So that nothing is lost, restate each entry exactly as supplied.

[Dataset records]
══════════════════════════════

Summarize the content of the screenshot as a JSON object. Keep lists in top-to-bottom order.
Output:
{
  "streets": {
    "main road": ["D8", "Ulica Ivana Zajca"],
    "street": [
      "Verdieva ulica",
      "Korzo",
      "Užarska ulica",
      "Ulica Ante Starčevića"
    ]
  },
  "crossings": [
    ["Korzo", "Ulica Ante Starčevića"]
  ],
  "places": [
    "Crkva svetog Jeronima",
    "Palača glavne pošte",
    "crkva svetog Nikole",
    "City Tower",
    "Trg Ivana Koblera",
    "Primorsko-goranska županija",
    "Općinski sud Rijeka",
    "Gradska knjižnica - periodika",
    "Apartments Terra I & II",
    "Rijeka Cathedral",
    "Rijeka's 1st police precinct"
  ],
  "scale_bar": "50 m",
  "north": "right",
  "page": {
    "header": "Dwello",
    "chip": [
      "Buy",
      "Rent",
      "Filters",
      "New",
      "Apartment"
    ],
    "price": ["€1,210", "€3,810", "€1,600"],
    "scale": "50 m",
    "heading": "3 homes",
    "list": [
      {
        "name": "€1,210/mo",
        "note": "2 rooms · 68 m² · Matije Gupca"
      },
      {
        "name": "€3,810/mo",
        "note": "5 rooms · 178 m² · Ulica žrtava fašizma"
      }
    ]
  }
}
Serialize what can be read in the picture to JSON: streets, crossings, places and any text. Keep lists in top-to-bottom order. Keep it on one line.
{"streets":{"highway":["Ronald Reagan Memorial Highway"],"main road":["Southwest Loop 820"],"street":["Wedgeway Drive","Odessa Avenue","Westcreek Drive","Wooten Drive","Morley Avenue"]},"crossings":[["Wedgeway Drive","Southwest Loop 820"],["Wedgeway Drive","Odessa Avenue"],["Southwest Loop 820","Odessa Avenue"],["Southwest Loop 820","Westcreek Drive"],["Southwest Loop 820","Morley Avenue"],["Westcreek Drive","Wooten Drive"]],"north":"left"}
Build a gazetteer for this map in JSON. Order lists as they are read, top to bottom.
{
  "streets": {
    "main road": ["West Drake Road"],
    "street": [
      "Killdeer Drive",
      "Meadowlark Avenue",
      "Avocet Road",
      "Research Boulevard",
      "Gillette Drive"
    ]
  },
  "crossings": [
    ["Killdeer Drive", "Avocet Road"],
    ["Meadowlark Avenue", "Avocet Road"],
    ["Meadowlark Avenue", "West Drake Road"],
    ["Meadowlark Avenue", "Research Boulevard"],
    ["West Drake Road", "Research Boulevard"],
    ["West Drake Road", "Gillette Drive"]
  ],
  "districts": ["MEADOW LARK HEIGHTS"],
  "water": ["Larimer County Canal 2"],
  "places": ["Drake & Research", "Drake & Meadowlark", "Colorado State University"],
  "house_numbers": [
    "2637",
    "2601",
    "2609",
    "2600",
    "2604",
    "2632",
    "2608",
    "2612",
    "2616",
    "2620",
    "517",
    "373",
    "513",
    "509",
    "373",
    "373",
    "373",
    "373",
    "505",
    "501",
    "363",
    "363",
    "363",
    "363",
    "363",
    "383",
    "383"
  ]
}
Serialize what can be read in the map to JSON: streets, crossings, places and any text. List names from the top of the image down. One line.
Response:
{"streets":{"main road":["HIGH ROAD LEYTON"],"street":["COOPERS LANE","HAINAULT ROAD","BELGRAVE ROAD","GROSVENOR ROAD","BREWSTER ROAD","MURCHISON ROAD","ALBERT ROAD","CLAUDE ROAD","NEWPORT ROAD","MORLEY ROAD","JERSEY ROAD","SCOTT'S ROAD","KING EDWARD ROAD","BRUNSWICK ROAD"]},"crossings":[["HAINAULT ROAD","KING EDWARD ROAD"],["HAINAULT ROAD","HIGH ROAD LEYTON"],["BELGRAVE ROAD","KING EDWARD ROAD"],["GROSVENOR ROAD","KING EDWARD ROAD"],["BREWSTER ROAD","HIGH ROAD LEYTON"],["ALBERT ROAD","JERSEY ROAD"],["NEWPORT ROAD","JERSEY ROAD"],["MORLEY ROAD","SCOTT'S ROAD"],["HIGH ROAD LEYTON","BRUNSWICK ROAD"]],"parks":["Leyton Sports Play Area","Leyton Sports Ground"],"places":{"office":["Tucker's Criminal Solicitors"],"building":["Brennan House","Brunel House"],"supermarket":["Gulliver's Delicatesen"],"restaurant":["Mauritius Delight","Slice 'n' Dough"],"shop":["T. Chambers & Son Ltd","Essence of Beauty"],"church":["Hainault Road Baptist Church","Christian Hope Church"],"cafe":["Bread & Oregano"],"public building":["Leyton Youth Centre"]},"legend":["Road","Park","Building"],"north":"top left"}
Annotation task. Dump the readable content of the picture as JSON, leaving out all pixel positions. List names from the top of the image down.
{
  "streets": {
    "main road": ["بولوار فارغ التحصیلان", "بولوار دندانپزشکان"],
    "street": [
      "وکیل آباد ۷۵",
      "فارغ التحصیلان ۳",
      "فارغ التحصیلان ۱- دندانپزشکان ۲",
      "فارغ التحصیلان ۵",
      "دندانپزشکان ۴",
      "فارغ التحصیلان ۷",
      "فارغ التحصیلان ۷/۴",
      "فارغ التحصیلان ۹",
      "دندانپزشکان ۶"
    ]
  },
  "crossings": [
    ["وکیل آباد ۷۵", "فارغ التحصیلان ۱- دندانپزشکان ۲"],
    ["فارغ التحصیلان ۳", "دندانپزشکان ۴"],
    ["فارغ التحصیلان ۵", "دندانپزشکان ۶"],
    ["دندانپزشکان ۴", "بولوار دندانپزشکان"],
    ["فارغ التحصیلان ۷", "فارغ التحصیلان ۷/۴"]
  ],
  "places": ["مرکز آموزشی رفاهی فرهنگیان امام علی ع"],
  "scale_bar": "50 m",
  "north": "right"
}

══════════════════════════════

**ANSWER TO THIS EXERCISE**
Summarize the content of the screenshot as a JSON object. Keep lists in top-to-bottom order.
Output:
{
  "streets": {
    "main road": ["D8", "Ulica Ivana Zajca"],
    "street": [
      "Verdieva ulica",
      "Korzo",
      "Užarska ulica",
      "Ulica Ante Starčevića"
    ]
  },
  "crossings": [
    ["Korzo", "Ulica Ante Starčevića"]
  ],
  "places": [
    "Crkva svetog Jeronima",
    "Palača glavne pošte",
    "crkva svetog Nikole",
    "City Tower",
    "Trg Ivana Koblera",
    "Primorsko-goranska županija",
    "Općinski sud Rijeka",
    "Gradska knjižnica - periodika",
    "Apartments Terra I & II",
    "Rijeka Cathedral",
    "Rijeka's 1st police precinct"
  ],
  "scale_bar": "50 m",
  "north": "right",
  "page": {
    "header": "Dwello",
    "chip": [
      "Buy",
      "Rent",
      "Filters",
      "New",
      "Apartment"
    ],
    "price": ["€1,210", "€3,810", "€1,600"],
    "scale": "50 m",
    "heading": "3 homes",
    "list": [
      {
        "name": "€1,210/mo",
        "note": "2 rooms · 68 m² · Matije Gupca"
      },
      {
        "name": "€3,810/mo",
        "note": "5 rooms · 178 m² · Ulica žrtava fašizma"
      }
    ]
  }
}
Serialize what can be read in the picture to JSON: streets, crossings, places and any text. Keep lists in top-to-bottom order. Keep it on one line.
{"streets":{"highway":["Ronald Reagan Memorial Highway"],"main road":["Southwest Loop 820"],"street":["Wedgeway Drive","Odessa Avenue","Westcreek Drive","Wooten Drive","Morley Avenue"]},"crossings":[["Wedgeway Drive","Southwest Loop 820"],["Wedgeway Drive","Odessa Avenue"],["Southwest Loop 820","Odessa Avenue"],["Southwest Loop 820","Westcreek Drive"],["Southwest Loop 820","Morley Avenue"],["Westcreek Drive","Wooten Drive"]],"north":"left"}
Build a gazetteer for this map in JSON. Order lists as they are read, top to bottom.
{
  "streets": {
    "main road": ["West Drake Road"],
    "street": [
      "Killdeer Drive",
      "Meadowlark Avenue",
      "Avocet Road",
      "Research Boulevard",
      "Gillette Drive"
    ]
  },
  "crossings": [
    ["Killdeer Drive", "Avocet Road"],
    ["Meadowlark Avenue", "Avocet Road"],
    ["Meadowlark Avenue", "West Drake Road"],
    ["Meadowlark Avenue", "Research Boulevard"],
    ["West Drake Road", "Research Boulevard"],
    ["West Drake Road", "Gillette Drive"]
  ],
  "districts": ["MEADOW LARK HEIGHTS"],
  "water": ["Larimer County Canal 2"],
  "places": ["Drake & Research", "Drake & Meadowlark", "Colorado State University"],
  "house_numbers": [
    "2637",
    "2601",
    "2609",
    "2600",
    "2604",
    "2632",
    "2608",
    "2612",
    "2616",
    "2620",
    "517",
    "373",
    "513",
    "509",
    "373",
    "373",
    "373",
    "373",
    "505",
    "501",
    "363",
    "363",
    "363",
    "363",
    "363",
    "383",
    "383"
  ]
}
Serialize what can be read in the map to JSON: streets, crossings, places and any text. List names from the top of the image down. One line.
Response:
{"streets":{"main road":["HIGH ROAD LEYTON"],"street":["COOPERS LANE","HAINAULT ROAD","BELGRAVE ROAD","GROSVENOR ROAD","BREWSTER ROAD","MURCHISON ROAD","ALBERT ROAD","CLAUDE ROAD","NEWPORT ROAD","MORLEY ROAD","JERSEY ROAD","SCOTT'S ROAD","KING EDWARD ROAD","BRUNSWICK ROAD"]},"crossings":[["HAINAULT ROAD","KING EDWARD ROAD"],["HAINAULT ROAD","HIGH ROAD LEYTON"],["BELGRAVE ROAD","KING EDWARD ROAD"],["GROSVENOR ROAD","KING EDWARD ROAD"],["BREWSTER ROAD","HIGH ROAD LEYTON"],["ALBERT ROAD","JERSEY ROAD"],["NEWPORT ROAD","JERSEY ROAD"],["MORLEY ROAD","SCOTT'S ROAD"],["HIGH ROAD LEYTON","BRUNSWICK ROAD"]],"parks":["Leyton Sports Play Area","Leyton Sports Ground"],"places":{"office":["Tucker's Criminal Solicitors"],"building":["Brennan House","Brunel House"],"supermarket":["Gulliver's Delicatesen"],"restaurant":["Mauritius Delight","Slice 'n' Dough"],"shop":["T. Chambers & Son Ltd","Essence of Beauty"],"church":["Hainault Road Baptist Church","Christian Hope Church"],"cafe":["Bread & Oregano"],"public building":["Leyton Youth Centre"]},"legend":["Road","Park","Building"],"north":"top left"}
Annotation task. Dump the readable content of the picture as JSON, leaving out all pixel positions. List names from the top of the image down.
{
  "streets": {
    "main road": ["بولوار فارغ التحصیلان", "بولوار دندانپزشکان"],
    "street": [
      "وکیل آباد ۷۵",
      "فارغ التحصیلان ۳",
      "فارغ التحصیلان ۱- دندانپزشکان ۲",
      "فارغ التحصیلان ۵",
      "دندانپزشکان ۴",
      "فارغ التحصیلان ۷",
      "فارغ التحصیلان ۷/۴",
      "فارغ التحصیلان ۹",
      "دندانپزشکان ۶"
    ]
  },
  "crossings": [
    ["وکیل آباد ۷۵", "فارغ التحصیلان ۱- دندانپزشکان ۲"],
    ["فارغ التحصیلان ۳", "دندانپزشکان ۴"],
    ["فارغ التحصیلان ۵", "دندانپزشکان ۶"],
    ["دندانپزشکان ۴", "بولوار دندانپزشکان"],
    ["فارغ التحصیلان ۷", "فارغ التحصیلان ۷/۴"]
  ],
  "places": ["مرکز آموزشی رفاهی فرهنگیان امام علی ع"],
  "scale_bar": "50 m",
  "north": "right"
}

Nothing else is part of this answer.